> _DESCRIPTION OF THE TASK_:
Exactly the lines from the one with "<h2>Choose a ride</h2>" to the end of the data below should be set down, and no others.

> _RECORDS FOR THIS TASK_:

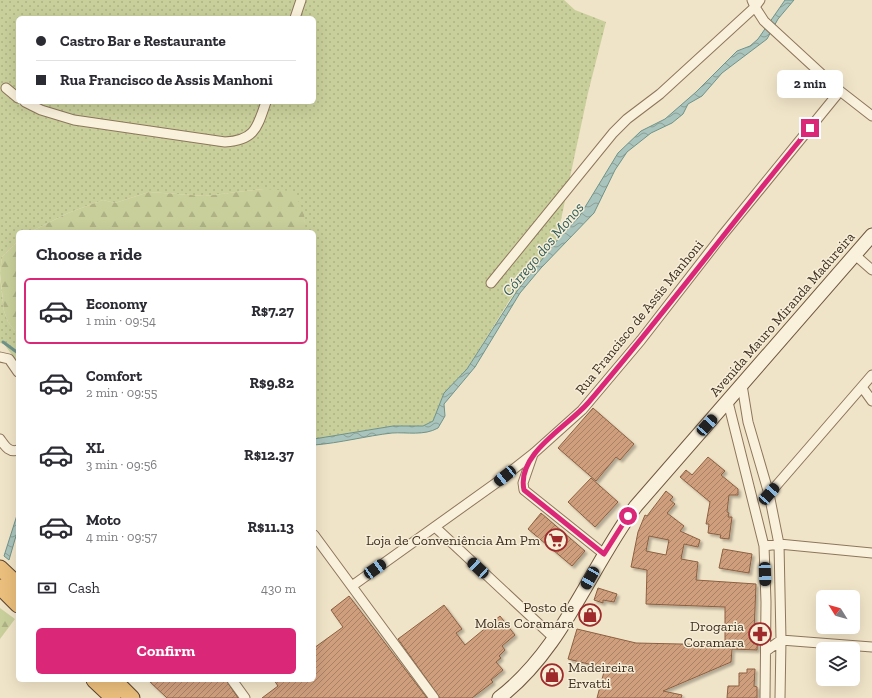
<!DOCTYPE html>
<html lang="en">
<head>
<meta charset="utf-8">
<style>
  body { margin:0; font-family:"Zilla Slab",serif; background:#f2f2f3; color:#2b2b33; height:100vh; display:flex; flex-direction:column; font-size:15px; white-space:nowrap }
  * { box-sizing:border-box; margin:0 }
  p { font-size:13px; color:#7c7c81 }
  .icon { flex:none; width:22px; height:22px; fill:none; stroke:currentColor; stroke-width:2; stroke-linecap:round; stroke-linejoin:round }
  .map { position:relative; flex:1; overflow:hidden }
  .side { position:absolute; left:16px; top:230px; width:300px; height:452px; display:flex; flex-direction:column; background:#fff; border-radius:6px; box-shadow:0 4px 16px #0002 }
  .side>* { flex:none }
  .hud { position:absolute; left:16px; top:16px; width:300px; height:88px; border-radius:6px; box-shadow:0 4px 16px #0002; display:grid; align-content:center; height:88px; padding:0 20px; background:#fff }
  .needle { width:26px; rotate:307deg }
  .fabs { position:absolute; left:816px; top:590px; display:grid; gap:8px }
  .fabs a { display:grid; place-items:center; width:44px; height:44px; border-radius:6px; background:#fff; box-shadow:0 4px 16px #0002; font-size:20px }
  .end { position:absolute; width:18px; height:18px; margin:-9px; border:5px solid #db2777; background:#fff; box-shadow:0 0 0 2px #fff }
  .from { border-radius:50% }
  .bubble { position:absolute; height:28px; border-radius:6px; background:#fff; box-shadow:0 4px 16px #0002; font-size:13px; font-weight:700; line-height:28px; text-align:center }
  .car { position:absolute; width:12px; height:24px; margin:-12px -6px; border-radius:5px; box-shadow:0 0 3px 1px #0007; background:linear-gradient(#222 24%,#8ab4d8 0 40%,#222 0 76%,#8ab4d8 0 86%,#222 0) }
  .hud b { display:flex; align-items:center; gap:14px; height:38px; font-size:15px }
  .hud b+b { border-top:1px solid #e1e1e2 }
  .hud i { width:10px; height:10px; background:#2b2b33 }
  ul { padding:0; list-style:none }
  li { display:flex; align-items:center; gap:12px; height:66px; margin:0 8px 6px; padding:0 12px; border:2px solid transparent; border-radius:6px }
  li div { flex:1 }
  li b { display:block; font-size:15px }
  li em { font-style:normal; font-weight:700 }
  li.current { border-color:#db2777 }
  li>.icon { width:36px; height:36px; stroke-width:1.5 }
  h2 { padding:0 20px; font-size:18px; line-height:48px }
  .pay { display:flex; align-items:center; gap:10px; height:44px; padding:0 20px; font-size:15px }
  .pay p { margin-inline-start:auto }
  .button { display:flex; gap:8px; margin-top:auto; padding:8px 20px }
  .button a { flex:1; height:46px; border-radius:6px; background:#db2777; color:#fff; font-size:16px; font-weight:700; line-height:46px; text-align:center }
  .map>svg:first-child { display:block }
  .grass { fill:url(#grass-dots); fill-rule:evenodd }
  .forest { fill:url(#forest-firs) }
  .water { fill:url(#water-waves); stroke:#6f938a }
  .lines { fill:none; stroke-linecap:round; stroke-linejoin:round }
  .stream { stroke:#6f938a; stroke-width:3 }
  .building { fill:url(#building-hatch); stroke:#8d5f41; fill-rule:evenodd; filter:url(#shadow) }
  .minor-casing { stroke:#8d765c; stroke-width:11 }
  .secondary-casing { stroke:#6f573f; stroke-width:15 }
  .trunk-casing { stroke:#5b4430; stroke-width:17 }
  .minor { stroke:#faf1dc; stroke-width:9 }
  .secondary { stroke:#faf1dc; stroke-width:13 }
  .trunk { stroke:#eabe7c; stroke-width:15 }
  .route { stroke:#db2777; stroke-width:5 }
  .labels { text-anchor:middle; stroke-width:3; stroke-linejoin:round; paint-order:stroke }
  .street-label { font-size:14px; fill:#3d2e20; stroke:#f7eed8 }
  .poi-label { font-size:14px; fill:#3d2e20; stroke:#f7eed8; text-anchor:end }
  .water-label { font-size:15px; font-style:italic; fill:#2f5d5a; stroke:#f7eed8 }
</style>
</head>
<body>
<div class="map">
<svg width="872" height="698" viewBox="0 0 872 698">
  <defs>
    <pattern id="grass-dots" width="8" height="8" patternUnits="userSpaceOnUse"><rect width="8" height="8" fill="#c9cf9b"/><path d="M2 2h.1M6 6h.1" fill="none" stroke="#aeb285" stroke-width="1.8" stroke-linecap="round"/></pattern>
    <pattern id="forest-firs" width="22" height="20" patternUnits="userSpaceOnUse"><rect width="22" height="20" fill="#c9cf9b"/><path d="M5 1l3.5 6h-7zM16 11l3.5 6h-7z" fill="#aeb285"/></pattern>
    <pattern id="water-waves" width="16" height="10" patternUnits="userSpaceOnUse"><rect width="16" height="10" fill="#a9c4bc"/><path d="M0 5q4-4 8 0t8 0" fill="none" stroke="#8ba098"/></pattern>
    <pattern id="building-hatch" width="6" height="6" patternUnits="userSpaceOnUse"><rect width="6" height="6" fill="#cf9f7d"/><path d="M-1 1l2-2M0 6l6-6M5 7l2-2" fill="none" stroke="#a98266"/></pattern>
    <filter id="shadow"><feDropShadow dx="2.5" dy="2.5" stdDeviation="1" flood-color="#0004"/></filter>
  </defs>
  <rect width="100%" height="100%" fill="#f0e4c8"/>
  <path class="grass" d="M 0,0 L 564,0 L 575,10 L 606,22 L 588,93 L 559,229 L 559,238 L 511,298 L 467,369 L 444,393 L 433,421 L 423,426 L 393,426 L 314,439 L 314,232 L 305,232 L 305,221 L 263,189 L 205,196 L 149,192 L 115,203 L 103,200 L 68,213 L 30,232 L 18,232 L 18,241 L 2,257 L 0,273 ZM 18,18 L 314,18 L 314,102 L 18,102 Z
    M 0,276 L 4,311 L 8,322 L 18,335 L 18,363 L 4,344 L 0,343 Z"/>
  <path class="forest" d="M 263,189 L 291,191 C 302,205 306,213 305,232 L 30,232 L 68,213 L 103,200 L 115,203 L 149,192 L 205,196 Z
    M 18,241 L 18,335 L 8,322 L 4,311 L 0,273 L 2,257 Z
    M 0,608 L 15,619 L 0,639 Z"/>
  <path class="water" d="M 785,0 L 794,0 L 778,19 L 767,39 L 722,73 L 702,96 L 688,104 L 683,114 L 672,123 L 651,133 L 627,152 L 615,170 L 594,213 L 541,268 L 520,293 L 475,367 L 444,404 L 445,416 L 438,428 C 424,436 407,432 392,433 C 366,436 340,443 314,445 L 314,439 L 393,426 L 423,426 L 433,421 L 444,393 L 467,369 L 517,291 L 559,238 L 579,217 L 618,153 L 641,131 L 665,119 L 696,92 L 737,51 L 750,46 L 758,39 Z
    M 18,512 L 18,529 L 9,560 L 4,556 Z"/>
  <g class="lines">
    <path class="stream" d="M 3,342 L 18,353"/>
  </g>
  <path class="building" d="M 593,408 L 634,444 L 620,460 L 616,457 L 596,481 L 558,448 Z
    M 708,457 L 725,471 L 721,475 L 738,489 L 738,495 L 729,495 L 727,512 L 729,513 L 728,517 L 732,517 L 729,539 L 720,538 L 721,535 L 708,533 L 709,524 L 706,524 L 710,502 L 680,477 L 686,470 L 692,475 Z
    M 591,478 L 618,502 L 595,527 L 568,502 Z
    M 666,491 L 673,497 L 670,500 L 675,504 L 667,513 L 684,526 L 680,531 L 700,540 L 698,547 L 684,544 L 681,559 L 698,562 L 696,580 L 756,584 L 754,632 L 758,632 L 757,650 L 732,649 L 731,662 L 663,691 L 682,695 L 681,698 L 597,698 L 605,668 L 568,659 L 577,629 L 636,643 L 725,645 L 725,607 L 646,604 L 647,570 L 631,567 L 638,532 L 645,515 L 647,516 ZM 649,536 L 669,540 L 666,555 L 646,551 Z
    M 541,513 L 585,551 L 572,566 L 528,529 Z
    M 723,549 L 752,554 L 749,573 L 719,568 Z
    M 598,588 L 617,594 L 614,602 L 603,600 L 603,603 L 594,600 Z
    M 349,596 L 427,698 L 262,698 L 278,686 L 274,680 L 314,680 L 314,648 L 343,627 L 331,610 Z
    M 444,605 L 462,629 L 456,633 L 465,645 L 500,616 L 515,635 L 502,646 L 505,650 L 499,656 L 501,658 L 496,662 L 503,670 L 491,680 L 493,682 L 472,698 L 440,698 L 398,639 Z
    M 747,669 L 755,669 L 754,686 L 757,687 L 757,698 L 727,698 L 728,686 L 739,686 L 739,673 L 747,673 Z
    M 148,680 L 226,680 L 238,698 L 167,698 Z"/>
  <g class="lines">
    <g class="minor-casing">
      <path id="minor" d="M 760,0 L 755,7 L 764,21 L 840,91 L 872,116
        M 295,18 L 301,0
        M 6,88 L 18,98
        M 25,102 L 41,110 L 74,120 L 225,142 C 255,140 257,128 266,102
        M 855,255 L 872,270
        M 491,283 L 613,133 L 627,119 L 660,94 L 755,7 L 752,0
        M 0,357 L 9,359 L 18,372
        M 742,385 L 748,422 L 769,494 L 779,544 L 781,640 L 780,698
        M 862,387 L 872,401
        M 728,402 L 764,546 L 766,602 L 765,698
        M 0,439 C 5,446 9,453 18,450
        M 533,454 L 523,483 L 524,490 L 604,554
        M 769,494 L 872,375
        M 435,527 L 555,639
        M 314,535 L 434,698
        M 764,546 L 779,544 L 872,553
        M 352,586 L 496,483 L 534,453 L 582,410 L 641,340 L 721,237 L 840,91
        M 766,651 L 781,640 L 872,647
        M 232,680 L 245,698"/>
    </g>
    <g class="secondary-casing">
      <path id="secondary" d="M 499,698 C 563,649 589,569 636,506 L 872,235"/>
    </g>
    <g class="trunk-casing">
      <path id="trunk" d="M 0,568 L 18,585
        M 0,587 L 18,605
        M 94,680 L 113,698
        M 114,680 L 132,698"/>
    </g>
    <use href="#minor" class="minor"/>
    <use href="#secondary" class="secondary"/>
    <use href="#trunk" class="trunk"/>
  </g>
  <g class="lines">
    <path class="route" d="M 628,516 L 604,554 L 524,490 C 516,454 567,427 588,403 C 664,314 735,219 810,128"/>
  </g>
  <defs>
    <g id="supermarket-ring" transform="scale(1.15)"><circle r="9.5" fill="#f7eed8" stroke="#9e2a2b" stroke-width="1.5"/><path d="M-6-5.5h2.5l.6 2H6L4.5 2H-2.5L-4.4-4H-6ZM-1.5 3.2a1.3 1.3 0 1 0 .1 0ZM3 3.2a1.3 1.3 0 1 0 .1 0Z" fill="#9e2a2b"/></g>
    <g id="shop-ring" transform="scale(1.15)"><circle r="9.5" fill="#f7eed8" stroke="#9e2a2b" stroke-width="1.5"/><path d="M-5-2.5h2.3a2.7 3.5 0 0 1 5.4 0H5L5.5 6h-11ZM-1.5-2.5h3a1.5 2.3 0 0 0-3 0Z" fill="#9e2a2b"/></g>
    <g id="pharmacy-ring" transform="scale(1.15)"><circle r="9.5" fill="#f7eed8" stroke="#9e2a2b" stroke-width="1.5"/><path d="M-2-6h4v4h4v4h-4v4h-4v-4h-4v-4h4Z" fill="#9e2a2b"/></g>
  </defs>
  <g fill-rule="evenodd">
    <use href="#supermarket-ring" x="556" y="540"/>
    <use href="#shop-ring" x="590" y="615"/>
    <use href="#pharmacy-ring" x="760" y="634"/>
    <use href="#shop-ring" x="552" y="675"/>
  </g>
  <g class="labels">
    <g class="street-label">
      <text transform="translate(782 314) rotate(-49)" y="5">Avenida Mauro Miranda Madureira</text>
      <text transform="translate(639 317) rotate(-51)" y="5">Rua Francisco de Assis Manhoni</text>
    </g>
    <g class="poi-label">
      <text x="540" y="545">Loja de Conveniência Am Pm</text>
      <text x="574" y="612">Posto de<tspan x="574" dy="16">Molas Coramara</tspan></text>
      <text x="744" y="631">Drogaria<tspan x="744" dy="16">Coramara</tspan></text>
      <text x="568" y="672" text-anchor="start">Madeireira<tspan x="568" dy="16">Ervatti</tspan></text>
    </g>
    <g class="water-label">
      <text transform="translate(543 249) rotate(-50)" y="5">Córrego dos Monos</text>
    </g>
  </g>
</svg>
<div class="fabs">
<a><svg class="needle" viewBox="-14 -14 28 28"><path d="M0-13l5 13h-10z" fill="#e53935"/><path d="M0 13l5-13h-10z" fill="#7c7c81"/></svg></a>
<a><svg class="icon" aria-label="layers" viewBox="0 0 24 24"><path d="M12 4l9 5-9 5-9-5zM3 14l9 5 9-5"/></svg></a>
</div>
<i class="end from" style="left:628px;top:516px"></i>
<i class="end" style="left:810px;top:128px"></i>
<div class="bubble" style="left:777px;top:70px;width:66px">2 min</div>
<i class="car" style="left:707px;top:425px;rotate:42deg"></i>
<i class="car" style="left:505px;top:476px;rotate:231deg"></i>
<i class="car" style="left:769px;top:494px;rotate:41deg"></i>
<i class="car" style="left:478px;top:568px;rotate:313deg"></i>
<i class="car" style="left:375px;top:569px;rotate:55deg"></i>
<i class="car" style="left:765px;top:574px;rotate:178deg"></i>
<i class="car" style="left:590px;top:578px;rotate:210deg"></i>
<div class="hud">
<b><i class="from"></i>Castro Bar e Restaurante</b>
<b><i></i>Rua Francisco de Assis Manhoni</b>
</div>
<section class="side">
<h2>Choose a ride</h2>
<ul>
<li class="current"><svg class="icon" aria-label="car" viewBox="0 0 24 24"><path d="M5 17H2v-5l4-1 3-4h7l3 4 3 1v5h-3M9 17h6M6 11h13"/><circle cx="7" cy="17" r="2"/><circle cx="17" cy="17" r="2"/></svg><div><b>Economy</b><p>1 min · 09:54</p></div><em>R$7.27</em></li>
<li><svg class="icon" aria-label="car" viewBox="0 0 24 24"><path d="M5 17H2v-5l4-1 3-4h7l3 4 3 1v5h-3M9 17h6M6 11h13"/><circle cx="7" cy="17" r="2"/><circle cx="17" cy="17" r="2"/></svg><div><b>Comfort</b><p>2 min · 09:55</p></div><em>R$9.82</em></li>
<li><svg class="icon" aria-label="car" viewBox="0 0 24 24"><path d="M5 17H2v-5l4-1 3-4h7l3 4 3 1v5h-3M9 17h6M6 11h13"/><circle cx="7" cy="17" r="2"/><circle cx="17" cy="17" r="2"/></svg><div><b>XL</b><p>3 min · 09:56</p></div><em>R$12.37</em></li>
<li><svg class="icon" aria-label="car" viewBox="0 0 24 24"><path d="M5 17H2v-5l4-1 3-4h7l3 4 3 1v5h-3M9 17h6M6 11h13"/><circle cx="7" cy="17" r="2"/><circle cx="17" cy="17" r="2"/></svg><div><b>Moto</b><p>4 min · 09:57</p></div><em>R$11.13</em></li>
</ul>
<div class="pay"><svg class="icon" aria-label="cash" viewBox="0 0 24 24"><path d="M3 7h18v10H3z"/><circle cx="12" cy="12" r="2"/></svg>Cash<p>430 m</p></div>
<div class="button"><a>Confirm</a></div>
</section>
</div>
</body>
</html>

> _OUTPUT OF THE EXERCISE_:
<h2>Choose a ride</h2>
<ul>
<li class="current"><svg class="icon" aria-label="car" viewBox="0 0 24 24"><path d="M5 17H2v-5l4-1 3-4h7l3 4 3 1v5h-3M9 17h6M6 11h13"/><circle cx="7" cy="17" r="2"/><circle cx="17" cy="17" r="2"/></svg><div><b>Economy</b><p>1 min · 09:54</p></div><em>R$7.27</em></li>
<li><svg class="icon" aria-label="car" viewBox="0 0 24 24"><path d="M5 17H2v-5l4-1 3-4h7l3 4 3 1v5h-3M9 17h6M6 11h13"/><circle cx="7" cy="17" r="2"/><circle cx="17" cy="17" r="2"/></svg><div><b>Comfort</b><p>2 min · 09:55</p></div><em>R$9.82</em></li>
<li><svg class="icon" aria-label="car" viewBox="0 0 24 24"><path d="M5 17H2v-5l4-1 3-4h7l3 4 3 1v5h-3M9 17h6M6 11h13"/><circle cx="7" cy="17" r="2"/><circle cx="17" cy="17" r="2"/></svg><div><b>XL</b><p>3 min · 09:56</p></div><em>R$12.37</em></li>
<li><svg class="icon" aria-label="car" viewBox="0 0 24 24"><path d="M5 17H2v-5l4-1 3-4h7l3 4 3 1v5h-3M9 17h6M6 11h13"/><circle cx="7" cy="17" r="2"/><circle cx="17" cy="17" r="2"/></svg><div><b>Moto</b><p>4 min · 09:57</p></div><em>R$11.13</em></li>
</ul>
<div class="pay"><svg class="icon" aria-label="cash" viewBox="0 0 24 24"><path d="M3 7h18v10H3z"/><circle cx="12" cy="12" r="2"/></svg>Cash<p>430 m</p></div>
<div class="button"><a>Confirm</a></div>
</section>
</div>
</body>
</html>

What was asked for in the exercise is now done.